> _SUPPLIED MATERIAL_:
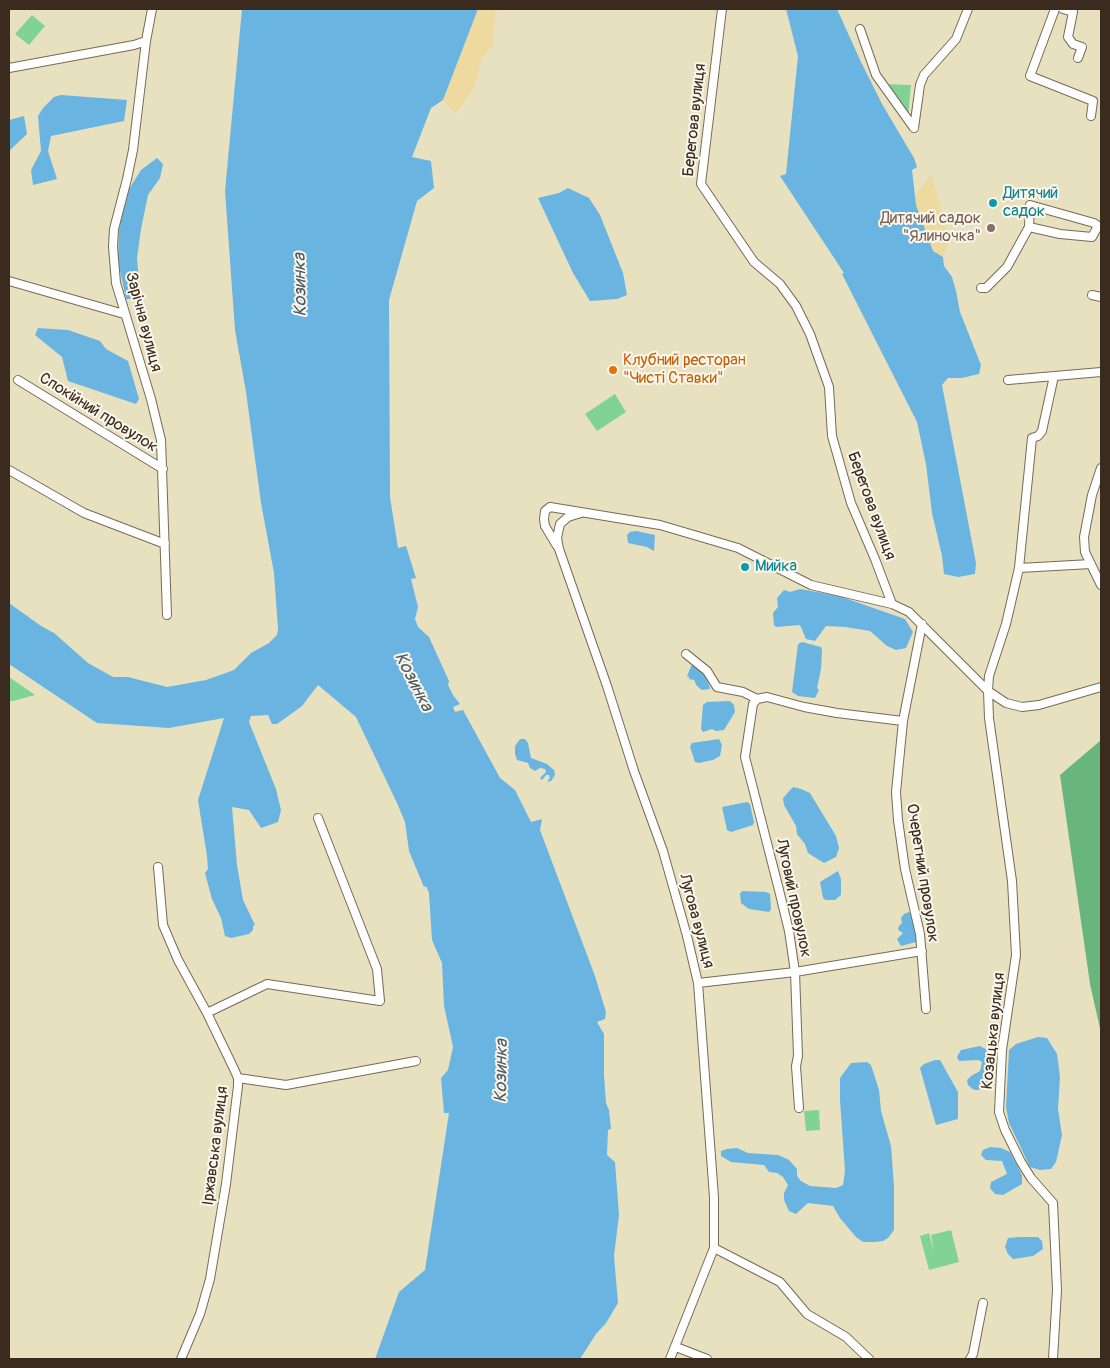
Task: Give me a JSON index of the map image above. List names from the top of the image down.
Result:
{
  "streets": {
    "street": [
      "Берегова вулиця",
      "Зарічна вулиця",
      "Спокійний провулок",
      "Очеретний провулок",
      "Луговий провулок",
      "Лугова вулиця",
      "Козацька вулиця",
      "Іржавська вулиця"
    ]
  },
  "crossings": [
    ["Зарічна вулиця", "Спокійний провулок"]
  ],
  "water": ["Козинка"],
  "places": [
    "Дитячий садок",
    "Дитячий садок \"Ялиночка\"",
    "Клубний ресторан \"Чисті Ставки\"",
    "Мийка"
  ]
}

> _REQUIRED ACTION_: Repeat the records above verbatim, with no pictures in the result.

> _YOUR RESPONSE_:
Task: Give me a JSON index of the map image above. List names from the top of the image down.
Result:
{
  "streets": {
    "street": [
      "Берегова вулиця",
      "Зарічна вулиця",
      "Спокійний провулок",
      "Очеретний провулок",
      "Луговий провулок",
      "Лугова вулиця",
      "Козацька вулиця",
      "Іржавська вулиця"
    ]
  },
  "crossings": [
    ["Зарічна вулиця", "Спокійний провулок"]
  ],
  "water": ["Козинка"],
  "places": [
    "Дитячий садок",
    "Дитячий садок \"Ялиночка\"",
    "Клубний ресторан \"Чисті Ставки\"",
    "Мийка"
  ]
}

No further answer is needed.